- Exercise data -
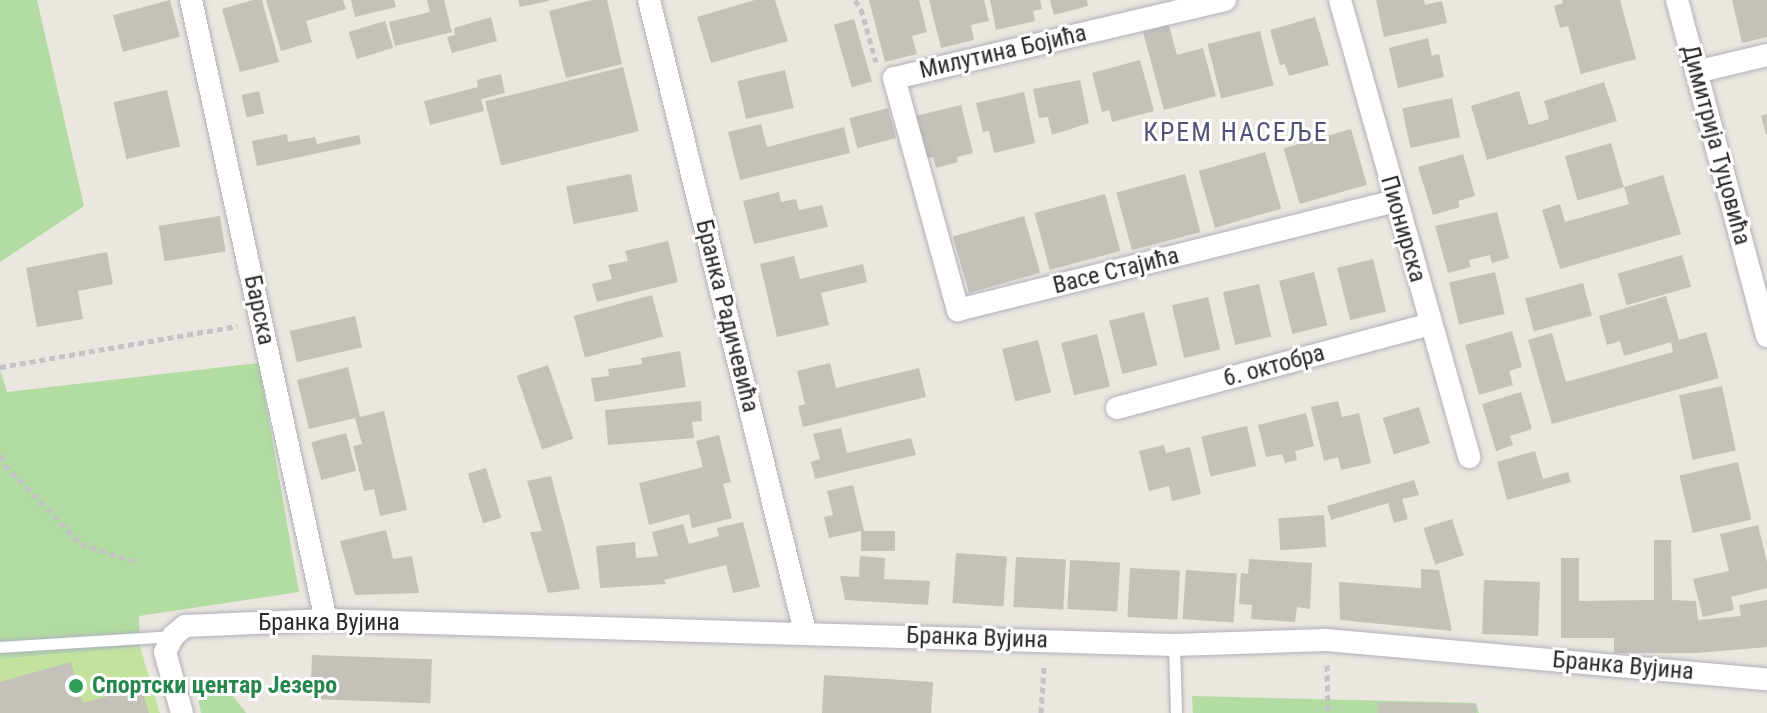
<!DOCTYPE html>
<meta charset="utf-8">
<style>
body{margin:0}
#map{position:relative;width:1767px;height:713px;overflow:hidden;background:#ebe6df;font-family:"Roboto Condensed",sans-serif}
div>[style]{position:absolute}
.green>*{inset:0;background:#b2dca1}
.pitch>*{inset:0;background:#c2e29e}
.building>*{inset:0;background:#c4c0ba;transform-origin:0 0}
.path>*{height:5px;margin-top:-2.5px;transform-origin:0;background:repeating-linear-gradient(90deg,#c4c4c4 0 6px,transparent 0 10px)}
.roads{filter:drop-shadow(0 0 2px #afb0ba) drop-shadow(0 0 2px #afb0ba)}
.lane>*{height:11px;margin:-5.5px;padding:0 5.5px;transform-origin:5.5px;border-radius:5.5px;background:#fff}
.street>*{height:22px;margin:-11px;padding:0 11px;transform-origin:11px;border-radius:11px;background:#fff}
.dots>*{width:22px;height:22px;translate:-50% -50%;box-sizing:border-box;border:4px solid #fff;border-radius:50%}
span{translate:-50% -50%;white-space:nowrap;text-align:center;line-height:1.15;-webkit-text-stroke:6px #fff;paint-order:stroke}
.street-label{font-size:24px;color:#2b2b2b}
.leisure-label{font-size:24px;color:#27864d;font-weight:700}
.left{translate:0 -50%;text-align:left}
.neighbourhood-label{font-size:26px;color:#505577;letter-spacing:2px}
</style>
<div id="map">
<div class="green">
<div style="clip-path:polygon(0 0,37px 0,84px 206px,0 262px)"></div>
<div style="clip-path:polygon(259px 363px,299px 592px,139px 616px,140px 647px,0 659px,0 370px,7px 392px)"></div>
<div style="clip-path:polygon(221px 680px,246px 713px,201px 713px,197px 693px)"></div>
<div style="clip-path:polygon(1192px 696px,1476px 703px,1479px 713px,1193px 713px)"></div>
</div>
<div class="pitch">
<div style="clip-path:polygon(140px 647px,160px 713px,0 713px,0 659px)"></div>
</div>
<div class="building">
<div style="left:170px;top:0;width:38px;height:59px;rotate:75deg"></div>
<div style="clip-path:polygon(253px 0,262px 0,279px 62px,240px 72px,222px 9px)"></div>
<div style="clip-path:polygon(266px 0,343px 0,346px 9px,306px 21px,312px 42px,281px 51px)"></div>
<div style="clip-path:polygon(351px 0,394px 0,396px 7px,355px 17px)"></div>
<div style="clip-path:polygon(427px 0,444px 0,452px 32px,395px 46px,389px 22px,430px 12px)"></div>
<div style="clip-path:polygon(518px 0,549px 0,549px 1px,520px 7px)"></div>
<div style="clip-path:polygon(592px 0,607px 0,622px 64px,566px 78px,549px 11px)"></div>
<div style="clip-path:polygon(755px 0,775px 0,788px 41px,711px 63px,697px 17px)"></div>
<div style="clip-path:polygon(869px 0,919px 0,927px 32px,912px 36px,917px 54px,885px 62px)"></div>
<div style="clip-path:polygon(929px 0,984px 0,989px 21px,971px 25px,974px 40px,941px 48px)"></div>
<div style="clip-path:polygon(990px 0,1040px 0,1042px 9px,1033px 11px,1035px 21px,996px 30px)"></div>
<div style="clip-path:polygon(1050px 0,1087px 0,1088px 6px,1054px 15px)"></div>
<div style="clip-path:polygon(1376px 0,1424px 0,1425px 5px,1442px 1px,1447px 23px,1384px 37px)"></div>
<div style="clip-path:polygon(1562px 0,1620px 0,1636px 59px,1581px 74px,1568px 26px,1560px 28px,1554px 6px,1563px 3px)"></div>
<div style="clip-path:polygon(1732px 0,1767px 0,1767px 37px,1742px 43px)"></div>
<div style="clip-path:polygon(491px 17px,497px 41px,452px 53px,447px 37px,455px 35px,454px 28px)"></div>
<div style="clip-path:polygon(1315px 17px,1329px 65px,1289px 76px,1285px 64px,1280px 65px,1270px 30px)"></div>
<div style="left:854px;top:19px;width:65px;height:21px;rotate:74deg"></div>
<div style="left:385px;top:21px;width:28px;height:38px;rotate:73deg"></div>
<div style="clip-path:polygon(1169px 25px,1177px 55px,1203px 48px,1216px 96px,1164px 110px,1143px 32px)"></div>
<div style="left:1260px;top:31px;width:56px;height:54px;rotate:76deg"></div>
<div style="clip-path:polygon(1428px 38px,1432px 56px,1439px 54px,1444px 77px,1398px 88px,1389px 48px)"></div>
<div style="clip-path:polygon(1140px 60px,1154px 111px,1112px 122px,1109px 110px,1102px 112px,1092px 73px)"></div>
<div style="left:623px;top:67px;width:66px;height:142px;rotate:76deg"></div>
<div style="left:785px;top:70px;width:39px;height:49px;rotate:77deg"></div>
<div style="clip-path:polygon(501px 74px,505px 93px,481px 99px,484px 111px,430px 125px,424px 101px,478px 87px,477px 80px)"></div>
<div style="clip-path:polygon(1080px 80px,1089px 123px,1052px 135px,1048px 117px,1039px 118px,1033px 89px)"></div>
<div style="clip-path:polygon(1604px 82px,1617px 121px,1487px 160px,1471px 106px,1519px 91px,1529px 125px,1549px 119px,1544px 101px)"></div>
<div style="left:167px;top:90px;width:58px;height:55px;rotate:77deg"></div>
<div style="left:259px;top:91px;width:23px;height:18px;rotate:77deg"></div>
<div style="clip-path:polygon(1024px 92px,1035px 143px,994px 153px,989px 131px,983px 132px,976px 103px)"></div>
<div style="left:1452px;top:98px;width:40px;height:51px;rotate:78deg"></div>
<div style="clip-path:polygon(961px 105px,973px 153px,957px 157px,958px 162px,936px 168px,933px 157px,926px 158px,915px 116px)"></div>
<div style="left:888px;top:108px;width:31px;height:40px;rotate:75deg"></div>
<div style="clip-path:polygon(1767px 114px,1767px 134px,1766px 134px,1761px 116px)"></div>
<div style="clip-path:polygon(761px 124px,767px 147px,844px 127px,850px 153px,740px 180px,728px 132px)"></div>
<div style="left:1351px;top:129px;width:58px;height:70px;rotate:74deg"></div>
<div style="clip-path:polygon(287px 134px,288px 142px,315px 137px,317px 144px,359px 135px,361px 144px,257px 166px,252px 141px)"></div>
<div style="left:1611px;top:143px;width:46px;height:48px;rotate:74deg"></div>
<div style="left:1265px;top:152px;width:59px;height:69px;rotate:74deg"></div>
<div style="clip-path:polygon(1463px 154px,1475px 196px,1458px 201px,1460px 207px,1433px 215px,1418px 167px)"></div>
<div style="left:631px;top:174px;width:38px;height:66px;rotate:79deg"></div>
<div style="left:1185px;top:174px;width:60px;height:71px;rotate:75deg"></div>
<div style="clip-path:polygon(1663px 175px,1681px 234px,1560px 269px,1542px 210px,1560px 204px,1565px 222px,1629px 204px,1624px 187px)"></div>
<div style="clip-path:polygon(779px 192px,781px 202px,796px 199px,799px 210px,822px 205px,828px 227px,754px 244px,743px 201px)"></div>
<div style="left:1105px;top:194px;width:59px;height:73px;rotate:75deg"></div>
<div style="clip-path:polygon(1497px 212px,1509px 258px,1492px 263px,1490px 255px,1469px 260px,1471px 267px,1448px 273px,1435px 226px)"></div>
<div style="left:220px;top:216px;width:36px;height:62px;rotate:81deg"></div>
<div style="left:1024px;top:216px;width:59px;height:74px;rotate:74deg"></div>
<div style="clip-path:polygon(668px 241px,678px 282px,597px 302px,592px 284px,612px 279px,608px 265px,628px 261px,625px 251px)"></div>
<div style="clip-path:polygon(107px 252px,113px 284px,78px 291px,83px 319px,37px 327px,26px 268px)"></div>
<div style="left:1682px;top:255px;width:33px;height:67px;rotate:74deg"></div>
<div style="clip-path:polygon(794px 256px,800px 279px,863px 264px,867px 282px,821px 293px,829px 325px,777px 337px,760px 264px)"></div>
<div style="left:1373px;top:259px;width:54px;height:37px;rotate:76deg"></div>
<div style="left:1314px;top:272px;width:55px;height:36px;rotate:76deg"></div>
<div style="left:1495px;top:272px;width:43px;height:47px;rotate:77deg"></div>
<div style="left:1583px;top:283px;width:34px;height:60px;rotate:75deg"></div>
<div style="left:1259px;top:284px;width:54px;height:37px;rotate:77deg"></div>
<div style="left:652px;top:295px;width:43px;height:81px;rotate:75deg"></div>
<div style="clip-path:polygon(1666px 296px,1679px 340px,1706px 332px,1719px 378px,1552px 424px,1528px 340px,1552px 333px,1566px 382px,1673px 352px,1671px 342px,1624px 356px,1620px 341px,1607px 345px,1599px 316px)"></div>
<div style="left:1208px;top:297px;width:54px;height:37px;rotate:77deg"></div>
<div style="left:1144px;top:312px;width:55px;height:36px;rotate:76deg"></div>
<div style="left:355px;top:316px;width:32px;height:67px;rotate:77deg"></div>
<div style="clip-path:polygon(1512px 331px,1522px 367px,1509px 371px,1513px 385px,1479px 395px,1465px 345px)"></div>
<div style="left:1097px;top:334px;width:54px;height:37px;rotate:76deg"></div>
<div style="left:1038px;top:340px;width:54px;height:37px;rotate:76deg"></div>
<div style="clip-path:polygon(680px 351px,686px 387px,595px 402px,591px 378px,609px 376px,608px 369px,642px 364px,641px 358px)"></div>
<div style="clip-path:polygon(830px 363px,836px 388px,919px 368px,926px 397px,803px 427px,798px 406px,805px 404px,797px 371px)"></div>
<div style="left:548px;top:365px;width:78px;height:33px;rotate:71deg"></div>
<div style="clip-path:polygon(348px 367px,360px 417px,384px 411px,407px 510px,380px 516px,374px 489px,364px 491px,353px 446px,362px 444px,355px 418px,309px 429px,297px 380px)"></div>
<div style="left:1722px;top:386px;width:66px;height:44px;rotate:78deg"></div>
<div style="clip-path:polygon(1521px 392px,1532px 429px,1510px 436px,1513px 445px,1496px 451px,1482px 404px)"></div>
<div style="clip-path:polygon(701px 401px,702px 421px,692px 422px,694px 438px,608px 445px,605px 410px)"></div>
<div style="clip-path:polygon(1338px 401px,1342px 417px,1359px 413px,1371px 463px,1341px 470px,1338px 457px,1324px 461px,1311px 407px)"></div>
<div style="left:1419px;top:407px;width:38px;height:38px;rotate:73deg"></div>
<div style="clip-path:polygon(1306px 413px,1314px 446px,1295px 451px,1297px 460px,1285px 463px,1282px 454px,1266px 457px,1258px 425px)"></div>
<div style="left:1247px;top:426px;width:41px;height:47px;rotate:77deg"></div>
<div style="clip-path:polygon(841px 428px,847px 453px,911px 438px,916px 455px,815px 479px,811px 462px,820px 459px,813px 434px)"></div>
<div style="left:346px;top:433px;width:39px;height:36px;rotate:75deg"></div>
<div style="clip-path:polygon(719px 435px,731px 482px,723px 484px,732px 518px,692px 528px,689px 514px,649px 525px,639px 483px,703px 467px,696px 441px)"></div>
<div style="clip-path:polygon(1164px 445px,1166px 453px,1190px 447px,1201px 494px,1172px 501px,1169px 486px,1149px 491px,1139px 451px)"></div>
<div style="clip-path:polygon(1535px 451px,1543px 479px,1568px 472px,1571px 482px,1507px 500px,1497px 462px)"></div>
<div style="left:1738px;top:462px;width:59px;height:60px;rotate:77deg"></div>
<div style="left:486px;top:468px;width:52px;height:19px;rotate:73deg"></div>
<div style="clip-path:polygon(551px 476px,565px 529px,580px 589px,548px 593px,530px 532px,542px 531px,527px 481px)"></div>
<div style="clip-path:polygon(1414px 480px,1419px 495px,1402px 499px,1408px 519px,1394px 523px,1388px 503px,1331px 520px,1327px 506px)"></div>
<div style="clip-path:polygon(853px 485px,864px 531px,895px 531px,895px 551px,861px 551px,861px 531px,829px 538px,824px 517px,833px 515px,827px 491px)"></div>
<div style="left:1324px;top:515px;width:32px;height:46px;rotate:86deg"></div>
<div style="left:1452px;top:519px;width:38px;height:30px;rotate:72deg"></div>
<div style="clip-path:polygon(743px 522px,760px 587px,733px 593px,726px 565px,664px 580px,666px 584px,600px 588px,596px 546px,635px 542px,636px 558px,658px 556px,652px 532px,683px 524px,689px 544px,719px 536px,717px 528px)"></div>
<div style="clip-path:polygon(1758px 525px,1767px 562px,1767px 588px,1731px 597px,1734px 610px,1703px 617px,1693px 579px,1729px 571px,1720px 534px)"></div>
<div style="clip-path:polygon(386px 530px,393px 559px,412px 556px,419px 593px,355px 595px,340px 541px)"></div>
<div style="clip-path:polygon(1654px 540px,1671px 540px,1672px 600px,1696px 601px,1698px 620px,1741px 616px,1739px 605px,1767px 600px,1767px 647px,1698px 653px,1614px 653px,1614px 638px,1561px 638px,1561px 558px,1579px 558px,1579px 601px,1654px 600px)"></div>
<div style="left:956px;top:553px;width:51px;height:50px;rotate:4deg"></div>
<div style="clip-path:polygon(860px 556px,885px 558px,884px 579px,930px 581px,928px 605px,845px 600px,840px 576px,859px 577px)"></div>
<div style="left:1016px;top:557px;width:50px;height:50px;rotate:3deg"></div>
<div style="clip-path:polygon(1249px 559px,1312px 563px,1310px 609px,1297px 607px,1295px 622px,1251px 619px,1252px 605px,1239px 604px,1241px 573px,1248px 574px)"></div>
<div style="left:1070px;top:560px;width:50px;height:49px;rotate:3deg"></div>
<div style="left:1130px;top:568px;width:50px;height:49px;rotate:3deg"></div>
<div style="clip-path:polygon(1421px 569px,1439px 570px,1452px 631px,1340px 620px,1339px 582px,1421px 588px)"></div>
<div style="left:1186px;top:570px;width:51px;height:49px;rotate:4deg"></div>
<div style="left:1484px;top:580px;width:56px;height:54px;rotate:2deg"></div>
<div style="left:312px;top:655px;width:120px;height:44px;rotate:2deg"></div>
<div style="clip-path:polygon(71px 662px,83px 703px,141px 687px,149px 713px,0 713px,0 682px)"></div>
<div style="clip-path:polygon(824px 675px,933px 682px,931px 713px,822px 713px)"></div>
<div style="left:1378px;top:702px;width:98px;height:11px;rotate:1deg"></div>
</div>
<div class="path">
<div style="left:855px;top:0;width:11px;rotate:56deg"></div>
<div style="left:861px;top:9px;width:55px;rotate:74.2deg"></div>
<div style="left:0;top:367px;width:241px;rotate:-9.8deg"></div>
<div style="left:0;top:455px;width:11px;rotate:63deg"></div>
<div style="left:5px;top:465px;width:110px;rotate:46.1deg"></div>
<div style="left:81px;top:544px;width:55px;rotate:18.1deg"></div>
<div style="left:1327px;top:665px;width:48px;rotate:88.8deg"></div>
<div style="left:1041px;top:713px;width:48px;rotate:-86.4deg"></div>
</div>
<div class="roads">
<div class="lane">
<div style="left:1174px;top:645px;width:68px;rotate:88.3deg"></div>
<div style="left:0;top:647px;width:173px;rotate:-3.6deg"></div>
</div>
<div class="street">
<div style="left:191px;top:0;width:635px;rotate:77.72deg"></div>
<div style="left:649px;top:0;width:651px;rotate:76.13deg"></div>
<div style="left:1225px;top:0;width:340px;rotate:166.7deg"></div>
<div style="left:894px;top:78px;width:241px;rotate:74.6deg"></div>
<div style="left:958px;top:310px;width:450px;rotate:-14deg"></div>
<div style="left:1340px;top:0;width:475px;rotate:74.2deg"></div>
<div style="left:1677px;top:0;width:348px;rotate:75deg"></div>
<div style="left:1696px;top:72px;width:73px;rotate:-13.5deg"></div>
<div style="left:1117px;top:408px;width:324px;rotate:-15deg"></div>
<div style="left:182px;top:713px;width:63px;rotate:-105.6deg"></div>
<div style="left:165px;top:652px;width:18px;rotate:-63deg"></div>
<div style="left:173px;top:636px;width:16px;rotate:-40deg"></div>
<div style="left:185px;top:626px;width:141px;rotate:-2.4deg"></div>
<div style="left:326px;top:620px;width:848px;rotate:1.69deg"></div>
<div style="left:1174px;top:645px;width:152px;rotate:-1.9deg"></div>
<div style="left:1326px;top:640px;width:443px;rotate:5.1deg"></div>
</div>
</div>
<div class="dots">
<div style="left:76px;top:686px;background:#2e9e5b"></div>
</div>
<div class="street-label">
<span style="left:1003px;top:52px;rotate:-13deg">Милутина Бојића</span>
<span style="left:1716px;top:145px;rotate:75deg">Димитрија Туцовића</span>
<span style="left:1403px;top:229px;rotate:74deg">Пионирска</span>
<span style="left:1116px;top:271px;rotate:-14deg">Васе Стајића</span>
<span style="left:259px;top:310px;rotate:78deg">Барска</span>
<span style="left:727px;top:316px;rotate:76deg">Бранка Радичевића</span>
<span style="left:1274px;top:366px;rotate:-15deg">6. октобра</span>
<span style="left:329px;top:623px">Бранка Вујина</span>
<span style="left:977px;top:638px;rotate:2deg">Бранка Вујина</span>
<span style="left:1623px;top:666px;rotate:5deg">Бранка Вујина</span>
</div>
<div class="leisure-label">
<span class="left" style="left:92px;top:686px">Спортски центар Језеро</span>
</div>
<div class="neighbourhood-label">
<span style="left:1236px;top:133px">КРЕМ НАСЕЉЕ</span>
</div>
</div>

- Your assignment -
The line with "0,37px 0,84px 206px,0" marks the end: restate word for word every line from the top of the data through that one, omitting pictures.

- Finished task -
<!DOCTYPE html>
<meta charset="utf-8">
<style>
body{margin:0}
#map{position:relative;width:1767px;height:713px;overflow:hidden;background:#ebe6df;font-family:"Roboto Condensed",sans-serif}
div>[style]{position:absolute}
.green>*{inset:0;background:#b2dca1}
.pitch>*{inset:0;background:#c2e29e}
.building>*{inset:0;background:#c4c0ba;transform-origin:0 0}
.path>*{height:5px;margin-top:-2.5px;transform-origin:0;background:repeating-linear-gradient(90deg,#c4c4c4 0 6px,transparent 0 10px)}
.roads{filter:drop-shadow(0 0 2px #afb0ba) drop-shadow(0 0 2px #afb0ba)}
.lane>*{height:11px;margin:-5.5px;padding:0 5.5px;transform-origin:5.5px;border-radius:5.5px;background:#fff}
.street>*{height:22px;margin:-11px;padding:0 11px;transform-origin:11px;border-radius:11px;background:#fff}
.dots>*{width:22px;height:22px;translate:-50% -50%;box-sizing:border-box;border:4px solid #fff;border-radius:50%}
span{translate:-50% -50%;white-space:nowrap;text-align:center;line-height:1.15;-webkit-text-stroke:6px #fff;paint-order:stroke}
.street-label{font-size:24px;color:#2b2b2b}
.leisure-label{font-size:24px;color:#27864d;font-weight:700}
.left{translate:0 -50%;text-align:left}
.neighbourhood-label{font-size:26px;color:#505577;letter-spacing:2px}
</style>
<div id="map">
<div class="green">
<div style="clip-path:polygon(0 0,37px 0,84px 206px,0 262px)"></div>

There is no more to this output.